What you should do » Search the listing below for the word "Pallisier" and copy each line that holds it.

BEGIN The records

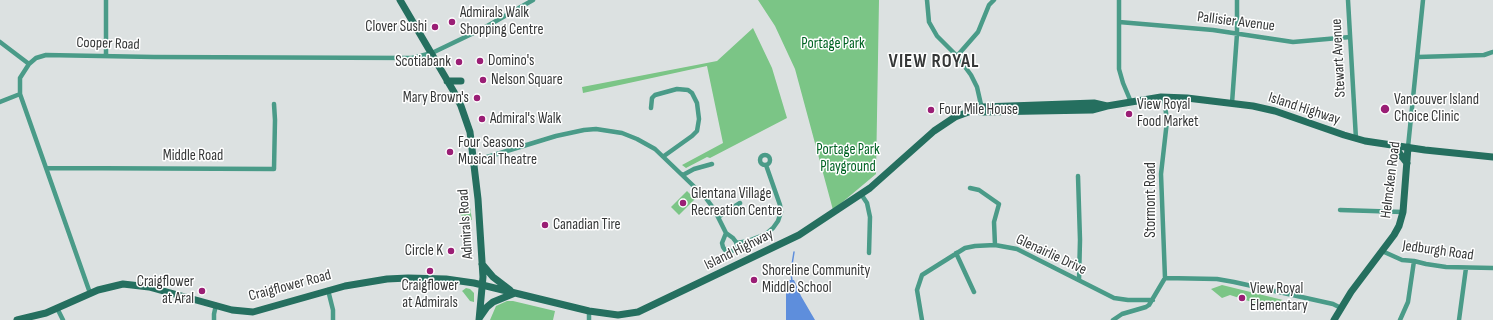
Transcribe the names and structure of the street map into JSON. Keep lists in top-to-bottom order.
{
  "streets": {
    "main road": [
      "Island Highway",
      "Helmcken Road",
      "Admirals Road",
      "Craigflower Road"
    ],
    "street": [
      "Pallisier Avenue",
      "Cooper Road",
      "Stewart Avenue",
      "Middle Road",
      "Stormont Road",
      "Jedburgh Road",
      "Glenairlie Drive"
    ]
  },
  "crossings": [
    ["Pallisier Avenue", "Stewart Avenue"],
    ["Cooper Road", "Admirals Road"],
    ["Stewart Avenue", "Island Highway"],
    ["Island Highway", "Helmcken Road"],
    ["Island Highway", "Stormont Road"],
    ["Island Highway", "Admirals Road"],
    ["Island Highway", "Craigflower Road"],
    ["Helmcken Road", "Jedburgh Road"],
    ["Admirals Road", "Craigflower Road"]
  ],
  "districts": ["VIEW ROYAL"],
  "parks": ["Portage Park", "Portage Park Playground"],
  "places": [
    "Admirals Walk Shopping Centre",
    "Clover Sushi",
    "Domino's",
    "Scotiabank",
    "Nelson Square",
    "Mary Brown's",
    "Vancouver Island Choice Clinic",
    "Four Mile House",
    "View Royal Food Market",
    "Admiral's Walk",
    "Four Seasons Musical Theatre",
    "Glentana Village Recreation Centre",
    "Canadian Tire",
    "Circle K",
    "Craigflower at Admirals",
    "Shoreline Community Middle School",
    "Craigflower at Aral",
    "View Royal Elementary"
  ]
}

END The records
BEGIN The records

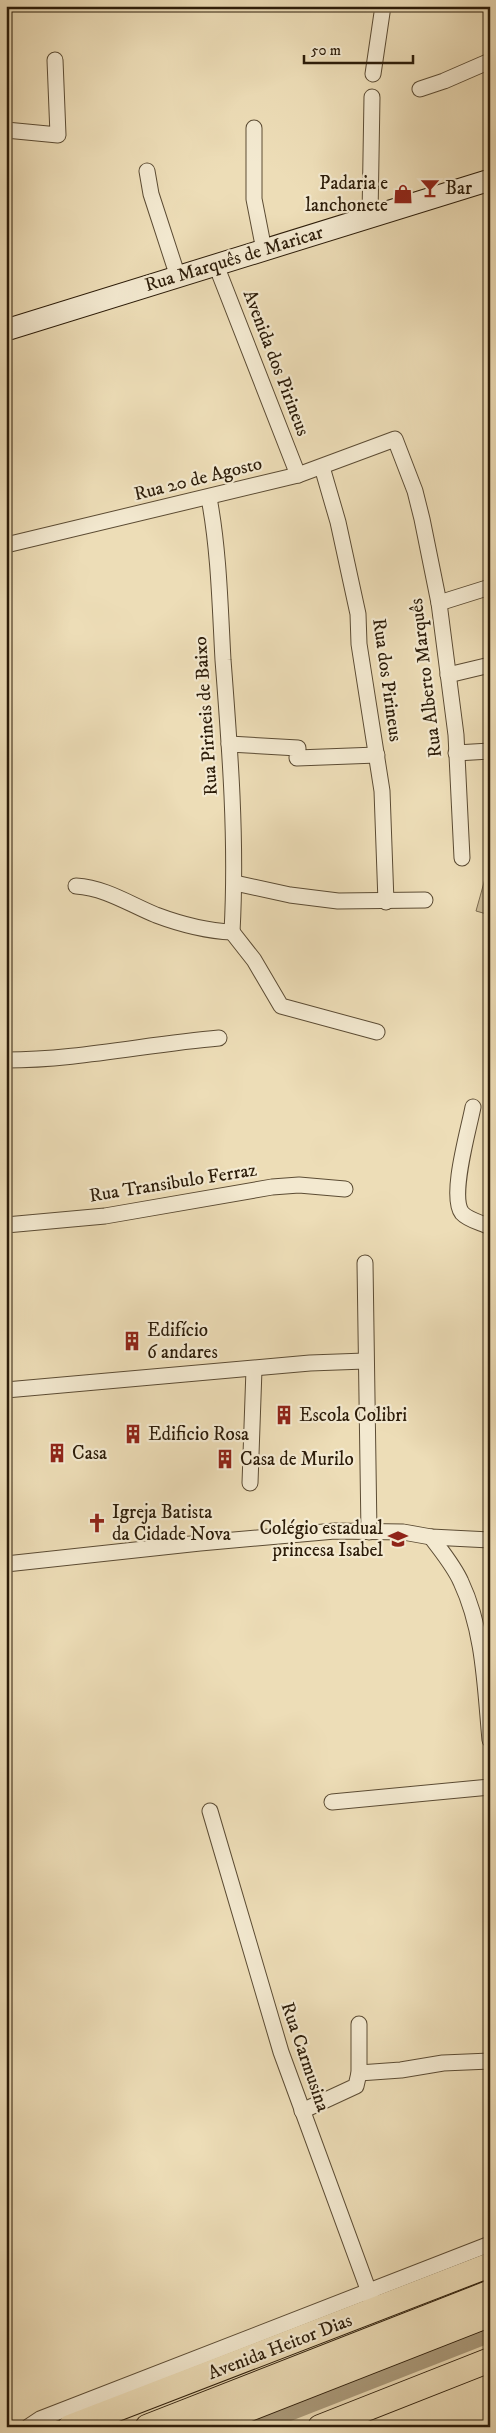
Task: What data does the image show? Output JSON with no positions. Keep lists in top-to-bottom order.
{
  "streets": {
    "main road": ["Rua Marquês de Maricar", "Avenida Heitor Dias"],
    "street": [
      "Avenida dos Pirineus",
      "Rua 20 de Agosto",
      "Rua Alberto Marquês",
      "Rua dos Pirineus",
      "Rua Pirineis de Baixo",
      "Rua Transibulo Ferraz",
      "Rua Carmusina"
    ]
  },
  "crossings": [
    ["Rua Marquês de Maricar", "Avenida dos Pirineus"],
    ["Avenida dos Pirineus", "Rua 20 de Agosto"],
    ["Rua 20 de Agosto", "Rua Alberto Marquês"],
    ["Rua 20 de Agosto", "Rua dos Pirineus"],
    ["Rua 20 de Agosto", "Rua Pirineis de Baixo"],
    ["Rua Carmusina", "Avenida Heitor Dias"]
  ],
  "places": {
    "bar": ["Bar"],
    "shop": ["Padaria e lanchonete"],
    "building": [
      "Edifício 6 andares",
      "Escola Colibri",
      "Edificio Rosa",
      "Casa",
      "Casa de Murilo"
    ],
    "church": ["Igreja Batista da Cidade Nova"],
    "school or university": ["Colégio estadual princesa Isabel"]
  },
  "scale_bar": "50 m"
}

END The records

Solution to this problem »
      "Pallisier Avenue",
    ["Pallisier Avenue", "Stewart Avenue"],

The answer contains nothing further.